§ **RAW DATA**:

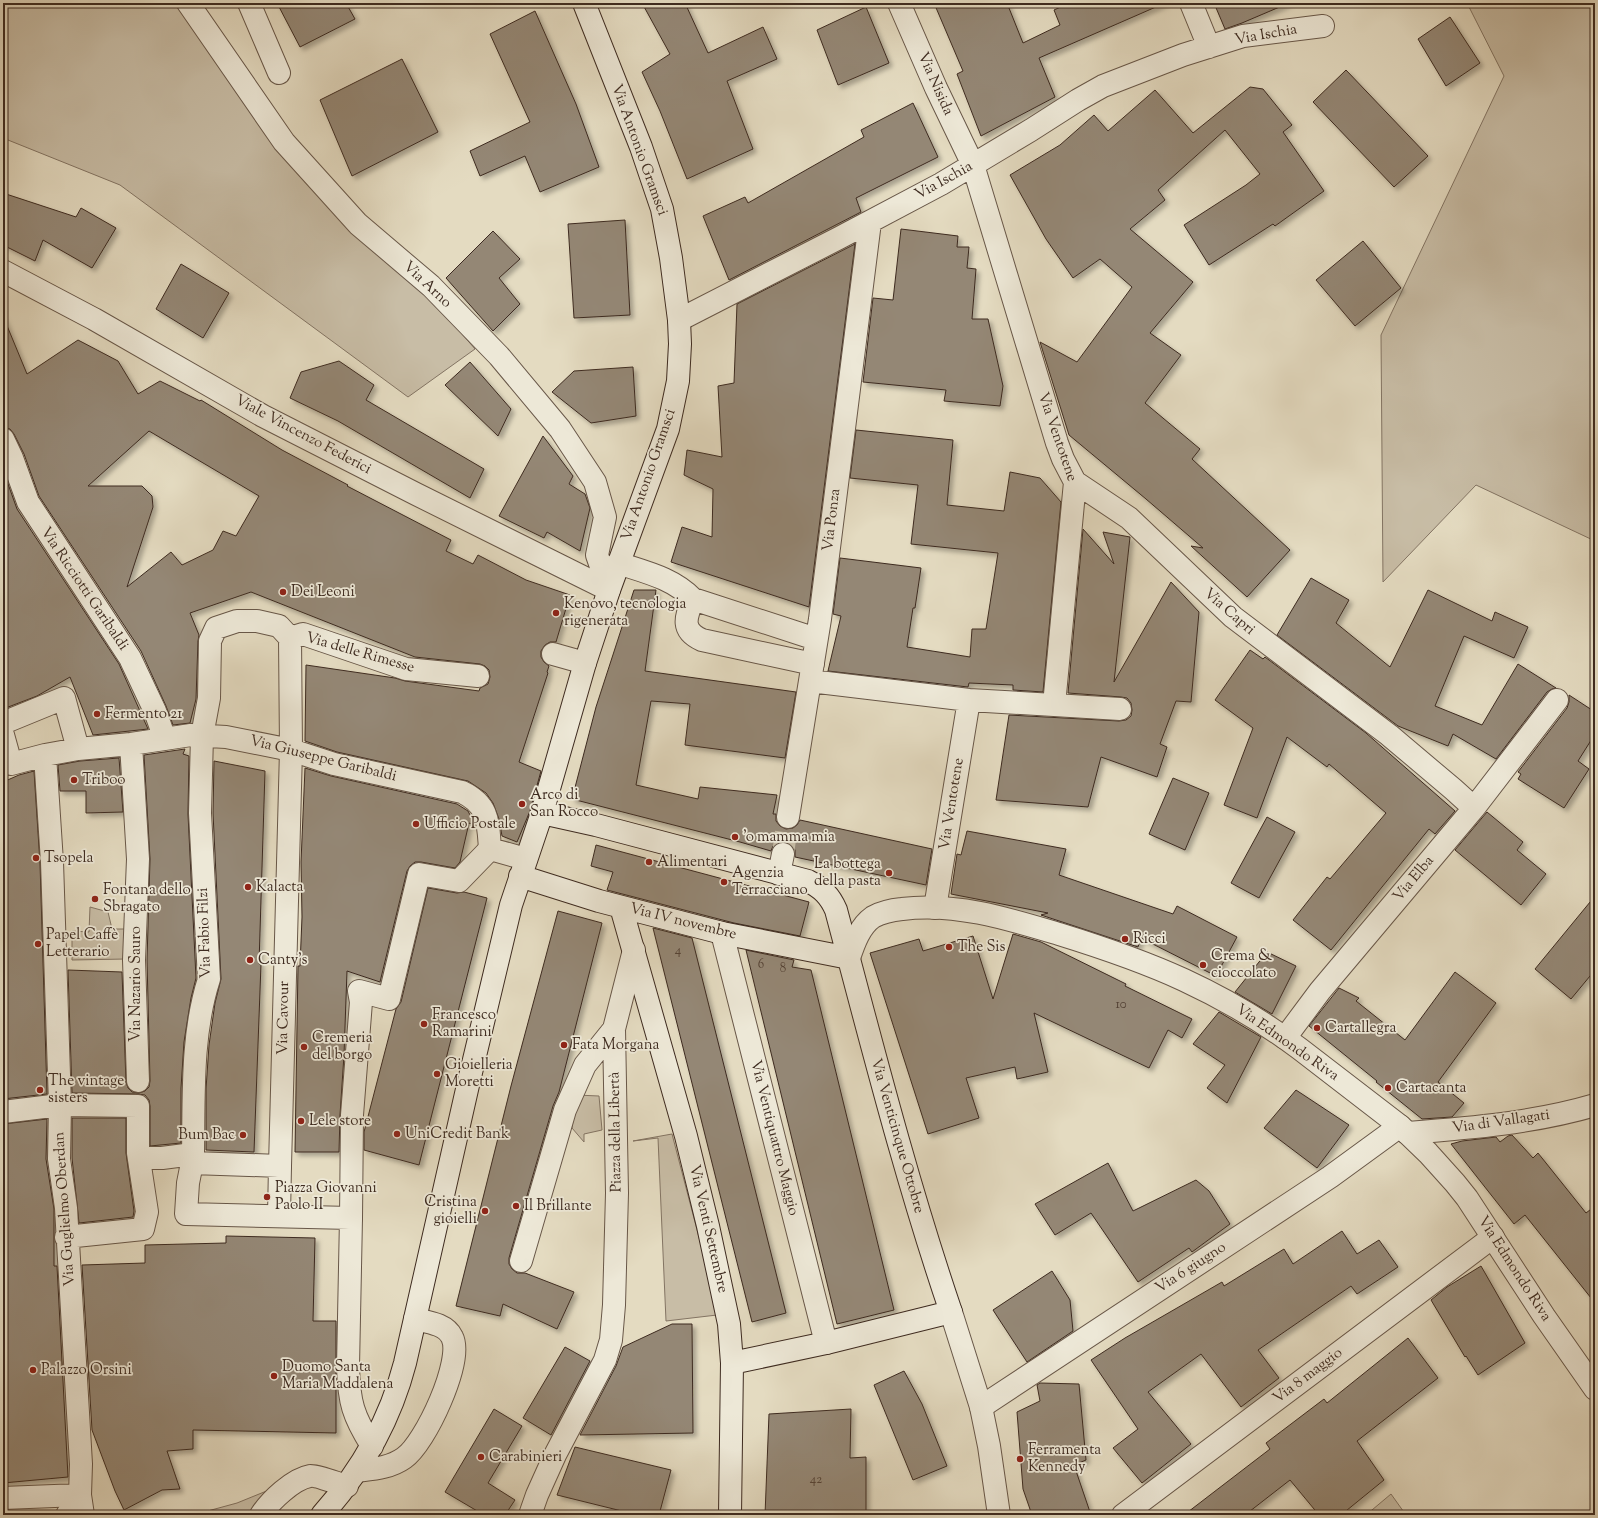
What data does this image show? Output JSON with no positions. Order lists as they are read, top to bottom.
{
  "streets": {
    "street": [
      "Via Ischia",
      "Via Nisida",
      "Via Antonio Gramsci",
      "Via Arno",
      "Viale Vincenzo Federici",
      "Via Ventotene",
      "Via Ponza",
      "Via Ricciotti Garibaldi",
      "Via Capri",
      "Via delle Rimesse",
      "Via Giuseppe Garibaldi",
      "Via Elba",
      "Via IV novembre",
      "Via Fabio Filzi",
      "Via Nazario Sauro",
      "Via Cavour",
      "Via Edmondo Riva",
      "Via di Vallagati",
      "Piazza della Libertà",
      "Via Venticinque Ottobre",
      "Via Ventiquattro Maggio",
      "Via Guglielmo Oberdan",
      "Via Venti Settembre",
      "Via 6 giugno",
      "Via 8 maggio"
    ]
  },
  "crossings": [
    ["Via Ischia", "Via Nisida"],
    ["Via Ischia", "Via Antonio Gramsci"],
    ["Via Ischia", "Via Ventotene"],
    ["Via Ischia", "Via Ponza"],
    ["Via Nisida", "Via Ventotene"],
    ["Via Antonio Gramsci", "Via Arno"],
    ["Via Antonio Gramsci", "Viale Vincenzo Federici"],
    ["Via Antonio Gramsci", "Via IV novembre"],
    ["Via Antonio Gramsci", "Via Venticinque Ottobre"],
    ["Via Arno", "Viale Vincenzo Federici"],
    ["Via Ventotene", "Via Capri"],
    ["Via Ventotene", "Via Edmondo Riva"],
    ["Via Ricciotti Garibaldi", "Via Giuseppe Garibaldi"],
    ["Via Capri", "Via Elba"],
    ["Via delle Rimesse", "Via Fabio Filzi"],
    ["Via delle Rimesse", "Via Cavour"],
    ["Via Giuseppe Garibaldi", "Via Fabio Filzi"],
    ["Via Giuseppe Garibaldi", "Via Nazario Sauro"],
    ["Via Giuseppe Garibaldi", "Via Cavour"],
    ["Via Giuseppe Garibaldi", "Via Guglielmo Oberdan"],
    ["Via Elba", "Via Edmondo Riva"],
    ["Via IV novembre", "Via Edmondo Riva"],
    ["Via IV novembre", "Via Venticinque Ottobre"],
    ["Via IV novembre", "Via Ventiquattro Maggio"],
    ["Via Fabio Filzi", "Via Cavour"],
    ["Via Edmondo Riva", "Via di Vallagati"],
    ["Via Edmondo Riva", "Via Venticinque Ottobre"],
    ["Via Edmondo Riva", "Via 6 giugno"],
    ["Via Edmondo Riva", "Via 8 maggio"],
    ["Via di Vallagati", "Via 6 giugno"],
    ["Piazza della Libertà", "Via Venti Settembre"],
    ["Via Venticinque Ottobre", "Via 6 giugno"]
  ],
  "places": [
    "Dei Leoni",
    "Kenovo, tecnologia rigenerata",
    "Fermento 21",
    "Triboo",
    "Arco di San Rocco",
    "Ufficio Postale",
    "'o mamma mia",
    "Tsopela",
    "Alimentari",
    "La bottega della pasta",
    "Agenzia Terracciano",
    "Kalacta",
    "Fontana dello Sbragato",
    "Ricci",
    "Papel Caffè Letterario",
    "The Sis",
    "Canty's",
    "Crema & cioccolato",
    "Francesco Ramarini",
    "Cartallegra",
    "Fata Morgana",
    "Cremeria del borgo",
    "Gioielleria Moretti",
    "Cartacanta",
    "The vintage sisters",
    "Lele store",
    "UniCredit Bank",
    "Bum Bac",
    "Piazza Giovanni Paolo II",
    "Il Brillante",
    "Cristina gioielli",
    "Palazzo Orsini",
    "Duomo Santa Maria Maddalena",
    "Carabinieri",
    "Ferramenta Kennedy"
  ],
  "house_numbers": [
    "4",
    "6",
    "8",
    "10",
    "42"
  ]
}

§ **TASK GOAL**: Look over the listing and return each line that holds "Ricciotti".

§ **TASK RESULT**:
      "Via Ricciotti Garibaldi",
    ["Via Ricciotti Garibaldi", "Via Giuseppe Garibaldi"],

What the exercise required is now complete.